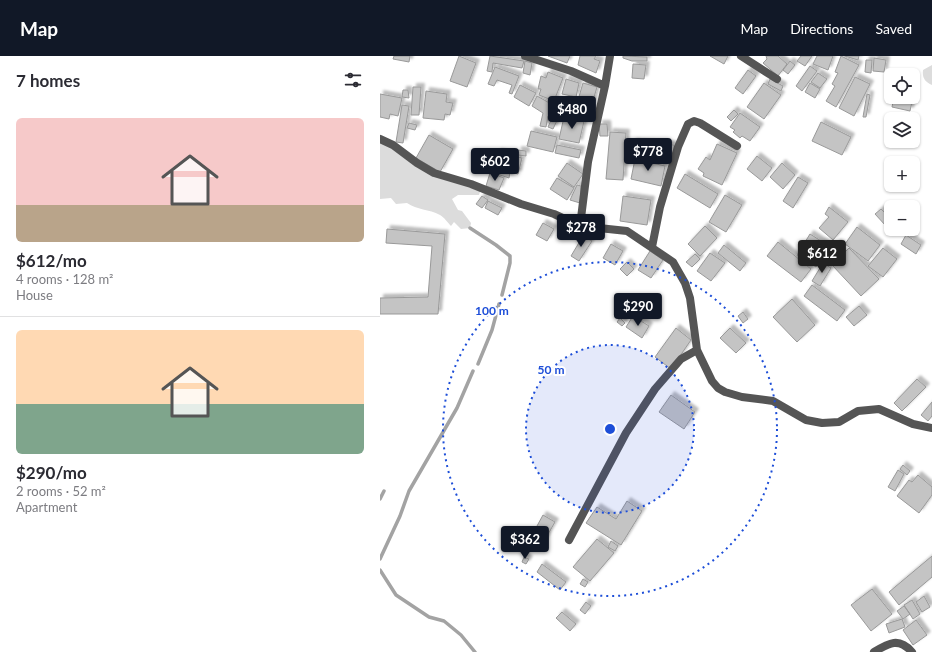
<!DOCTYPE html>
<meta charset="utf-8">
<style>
body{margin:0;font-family:Lato,sans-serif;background:#f7f7f7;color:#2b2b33;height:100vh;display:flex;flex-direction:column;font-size:15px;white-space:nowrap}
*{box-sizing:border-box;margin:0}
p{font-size:13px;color:#7c7c81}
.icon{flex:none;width:22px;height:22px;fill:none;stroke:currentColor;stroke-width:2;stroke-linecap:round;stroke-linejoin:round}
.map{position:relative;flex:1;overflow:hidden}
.side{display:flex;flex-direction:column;background:#fff;width:380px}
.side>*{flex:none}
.fabs{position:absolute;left:504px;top:12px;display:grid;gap:8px}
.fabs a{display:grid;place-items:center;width:36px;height:36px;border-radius:6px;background:#fff;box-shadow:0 1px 3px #0004;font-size:20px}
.price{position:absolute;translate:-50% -34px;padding:0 9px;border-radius:4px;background:#111827;color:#fff;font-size:13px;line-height:26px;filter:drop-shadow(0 1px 2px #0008)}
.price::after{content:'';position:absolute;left:50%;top:24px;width:12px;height:9px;margin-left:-6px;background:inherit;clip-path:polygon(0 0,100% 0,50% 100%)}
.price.on{background:#222;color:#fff}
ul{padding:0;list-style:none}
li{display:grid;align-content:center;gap:8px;height:212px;padding:0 16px}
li+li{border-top:1px solid #e1e1e2}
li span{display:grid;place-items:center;height:124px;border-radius:6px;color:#555}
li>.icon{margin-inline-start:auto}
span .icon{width:72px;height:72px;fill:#fffc;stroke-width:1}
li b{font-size:17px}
h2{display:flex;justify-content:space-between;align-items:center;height:48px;padding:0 16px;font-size:17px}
header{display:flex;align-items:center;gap:24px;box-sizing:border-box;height:56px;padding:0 20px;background:#111827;color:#fff}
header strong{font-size:19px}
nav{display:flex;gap:22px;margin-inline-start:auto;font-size:14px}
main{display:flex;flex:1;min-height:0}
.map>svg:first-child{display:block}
.green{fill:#dcdcdc}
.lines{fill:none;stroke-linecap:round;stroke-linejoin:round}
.stream{stroke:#a3a3a3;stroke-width:3.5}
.building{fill:#c4c4c4;stroke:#999;filter:url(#shadow)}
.minor{stroke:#555;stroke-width:8}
.ring{fill:none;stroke:#1d4ed8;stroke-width:2;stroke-dasharray:2 4}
.centre{fill:#1d4ed8;stroke:#fff;stroke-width:2}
.ring-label{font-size:12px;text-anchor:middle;font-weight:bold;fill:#1d4ed8;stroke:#fff;stroke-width:4;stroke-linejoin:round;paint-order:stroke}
</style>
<header>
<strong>Map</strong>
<nav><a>Map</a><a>Directions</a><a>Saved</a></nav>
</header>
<main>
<section class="side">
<h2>7 homes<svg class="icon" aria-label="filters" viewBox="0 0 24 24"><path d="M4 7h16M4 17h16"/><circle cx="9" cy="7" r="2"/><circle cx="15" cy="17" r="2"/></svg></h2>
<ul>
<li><span style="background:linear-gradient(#f6c9c9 70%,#b9a48a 0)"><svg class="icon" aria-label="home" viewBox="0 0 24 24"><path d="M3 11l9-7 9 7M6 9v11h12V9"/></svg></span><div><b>$612/mo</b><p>4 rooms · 128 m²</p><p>House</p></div></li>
<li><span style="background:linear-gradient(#ffd9b3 60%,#7fa58c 0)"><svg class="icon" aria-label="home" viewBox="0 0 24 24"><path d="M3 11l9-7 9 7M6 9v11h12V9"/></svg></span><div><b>$290/mo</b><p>2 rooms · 52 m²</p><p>Apartment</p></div></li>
</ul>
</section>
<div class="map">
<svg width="552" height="596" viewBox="0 0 552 596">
<defs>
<filter id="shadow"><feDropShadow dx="3.5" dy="-3.5" stdDeviation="1" flood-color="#0004"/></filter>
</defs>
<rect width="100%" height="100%" fill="#fff"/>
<path class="green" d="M552 9V29C545 26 542 22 543 14Z
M0 83 39 108 101 133 99 139H78L72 143 78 154 82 155 91 167 90 172 81 173 74 166 71 170C68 167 64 161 60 159 49 153 37 154 27 147L16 148 11 142 0 143Z"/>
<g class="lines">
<path class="stream" d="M90 172 116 189 130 200V207L122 239
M98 308 112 274 119 248
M0 443 4 435
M0 503 20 460 29 435 77 352 93 315
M0 514 16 539 49 561 64 565 81 579 95 596"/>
</g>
<path class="building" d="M14 0H30L29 6 13 3Z
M79 0 96 7 87 31 70 25Z
M110 0 144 5 142 12 113 7 112 16 107 15Z
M168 0H190L187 7Z
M200 0H216L214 3 220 5 216 17 198 9Z
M243 0 267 1V5H252L243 2Z
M330 0H348L344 8Z
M386 0H398L407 8 398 20 383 7 387 3Z
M421 0H432L425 10 417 5Z
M437 0H453L448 14 433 8Z
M461 0 479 9 456 51 446 45 455 30 452 28 458 17 455 16Z
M465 0H479L478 4Z
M494 2 506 4 504 16 493 15Z
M486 4H492L491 17 485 16Z
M145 5 152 7 150 19 143 17Z
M410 5 415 9 408 18 403 14Z
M253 8 266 9 264 23 252 22Z
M430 10 437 15 422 35 416 30Z
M115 11 139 20 132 38 129 37 132 29 117 24 114 30 108 28Z
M368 14 376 20 363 38 355 32Z
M168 16 183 22 174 45 159 39 161 33H158L161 20 166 22Z
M438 17 447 23 440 32 431 26Z
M475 21 490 28 474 60 459 52Z
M186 23 199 27 196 41 182 38Z
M390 23 403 30 401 35 388 28Z
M203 27 217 31 212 48 198 44Z
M384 27 401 39 384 63 367 51Z
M430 27 440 33 435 42 425 36Z
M140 29 156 37 149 50 134 41Z
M33 31H41L39 59H31Z
M23 34H28L29 42 22 41Z
M46 35 67 38 66 46 73 47 70 59 65 58 64 64 43 62Z
M0 38 22 42 18 60 10 58 9 63 0 61Z
M487 38 490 39 486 61H483Z
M157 40 182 54 173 73 168 71 172 62 168 60 166 71 160 70 163 57 152 50Z
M514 41H533L530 55 512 51Z
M22 49 29 50 23 87 16 86Z
M354 54 358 58 351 65 347 61Z
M360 57 380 71 370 85 362 80 360 82 353 76 355 74 350 71Z
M184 61 204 65 199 87 179 83Z
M441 66 471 81 462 99 432 85Z
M29 67 37 69 35 74 27 72Z
M219 68H227L228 80H220Z
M151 75 177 81 173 96 147 90Z
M230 76 246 77 243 124 226 123Z
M49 79 73 93 60 116 36 102Z
M253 86 294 89 293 106 252 103Z
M337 88 357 97 342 129 323 120 324 117 318 113 326 101 330 104Z
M177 89 201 94 199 102 175 97Z
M138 94 146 95V100L138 99Z
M118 96 142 102 138 118 130 116 129 122 117 118 119 112 114 111Z
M377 100 392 112 382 125 367 113Z
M255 103 285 110 281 130 251 123Z
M187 107 203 118 194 131 178 120Z
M402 107 415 119 403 133 390 121Z
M110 117 124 122 119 134 106 130Z
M305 118 338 138 330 152 297 132Z
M418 121 428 127 413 152 403 145Z
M177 122 194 132 187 144 170 133Z
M197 129 201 130 200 147 190 144Z
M345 139 362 149 346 176 329 166Z
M102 140 108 144 102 152 96 148Z
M243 140 271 144 267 169 240 165Z
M108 145 122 152 118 159 105 152Z
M449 151 468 166 453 184 439 172 449 161 445 158Z
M501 153 511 163 506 170 495 158Z
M163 167 174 173 167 185 156 179Z
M325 170 337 182 320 200 308 188Z
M477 171 500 189 488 205 465 188Z
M7 173 65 178 58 258H0V242L48 241 52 190 6 187Z
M430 178 449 190 436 211 417 199Z
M526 179 541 189 536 198 521 188Z
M203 180 212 185 199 205 191 200Z
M398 186 431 213 421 226 387 200Z
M457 187 461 189 452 202 448 200Z
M231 188 243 195 235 209 223 202Z
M344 189 366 207 360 215 338 197Z
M469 192 499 223 481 240 452 209Z
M503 192 517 203 503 221 488 210Z
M270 195 283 204 271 222 258 214Z
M330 197 345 207 331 225 317 215Z
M315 198 320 203 312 211 306 206Z
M247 206 254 213 247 220 240 213Z
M443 207 451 212 440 230 432 225Z
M432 229 465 254 457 265 424 240Z
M412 243 435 269 417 286 393 261Z
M479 250 487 259 474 270 466 261Z
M363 256 368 263 363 267 358 260Z
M253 260 269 270 262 282 246 271Z
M240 262 245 267 242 270 237 266Z
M296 272 311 284 291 313 275 301Z
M350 272 366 287 356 297 340 282Z
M537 323 546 331 522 355 514 347Z
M291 339 315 356 304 373 279 356Z
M552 346V360L548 365 541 359Z
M523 409 530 415 527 419 520 413Z
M518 414 524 418 515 435 508 431Z
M538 419 552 431V439L539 457 517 440 529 424 532 426Z
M247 445 262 455 241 489 206 467 217 451 236 463Z
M163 459 175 466 163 487 151 481Z
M217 483 234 497 210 525 193 511Z
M231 485 238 490 235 495 228 491Z
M552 500V521L519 549 509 536Z
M144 501 149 503 146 508 142 506Z
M162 508 186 526 180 534 157 516Z
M203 523 208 526 205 531 200 528Z
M492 533 512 558 491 575 471 549Z
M544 540 550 551 542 556 536 546Z
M532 544 540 558 533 563 524 549Z
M206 546 211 550 205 558 200 554Z
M524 550 530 558 523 563 517 555Z
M182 556 196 568 190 575 176 562Z
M522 563 525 571 509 577 506 568Z
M536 564 547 579 533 589 523 574Z"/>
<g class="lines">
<path class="minor" d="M145 0 191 15 225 30
M230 0 225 30 208 106 200 170 247 175 293 206 305 227 310 242 317 294 332 325 338 332 345 336 362 341 393 345 426 364 442 367 459 366 478 355 499 353 533 368 552 372
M361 0 397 23
M0 83 13 89 37 107 54 117 91 128 141 148 174 158 200 170
M272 191 280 151 298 91 308 68 314 65 320 67 357 90
M189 484 246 377 275 333 301 303 317 294
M494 596C509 587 519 581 532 596"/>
</g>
<circle cx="230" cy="373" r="84" fill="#1d4ed8" fill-opacity=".12"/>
<g class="ring">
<circle cx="230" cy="373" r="84"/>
<circle cx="230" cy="373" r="167"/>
</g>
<circle cx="230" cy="373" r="6" class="centre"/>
<g class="ring-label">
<text x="112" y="259">100 m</text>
<text x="171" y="318">50 m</text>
</g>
</svg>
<div class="fabs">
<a><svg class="icon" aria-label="locate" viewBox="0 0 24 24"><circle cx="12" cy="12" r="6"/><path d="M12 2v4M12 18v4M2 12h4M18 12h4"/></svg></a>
<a><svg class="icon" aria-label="layers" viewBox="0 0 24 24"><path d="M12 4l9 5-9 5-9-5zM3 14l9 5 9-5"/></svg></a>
<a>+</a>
<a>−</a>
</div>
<b class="price" style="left:192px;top:74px">$480</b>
<b class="price" style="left:268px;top:116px">$778</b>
<b class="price" style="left:115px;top:126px">$602</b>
<b class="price" style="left:201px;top:192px">$278</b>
<b class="price on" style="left:442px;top:218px">$612</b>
<b class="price" style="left:258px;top:271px">$290</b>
<b class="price" style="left:145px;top:504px">$362</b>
</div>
</main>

*TASK ITEM*.
The answer is every line in the data where the word "radius" appears.

*ANSWER FOR THIS EXERCISE*.
.fabs a{display:grid;place-items:center;width:36px;height:36px;border-radius:6px;background:#fff;box-shadow:0 1px 3px #0004;font-size:20px}
.price{position:absolute;translate:-50% -34px;padding:0 9px;border-radius:4px;background:#111827;color:#fff;font-size:13px;line-height:26px;filter:drop-shadow(0 1px 2px #0008)}
li span{display:grid;place-items:center;height:124px;border-radius:6px;color:#555}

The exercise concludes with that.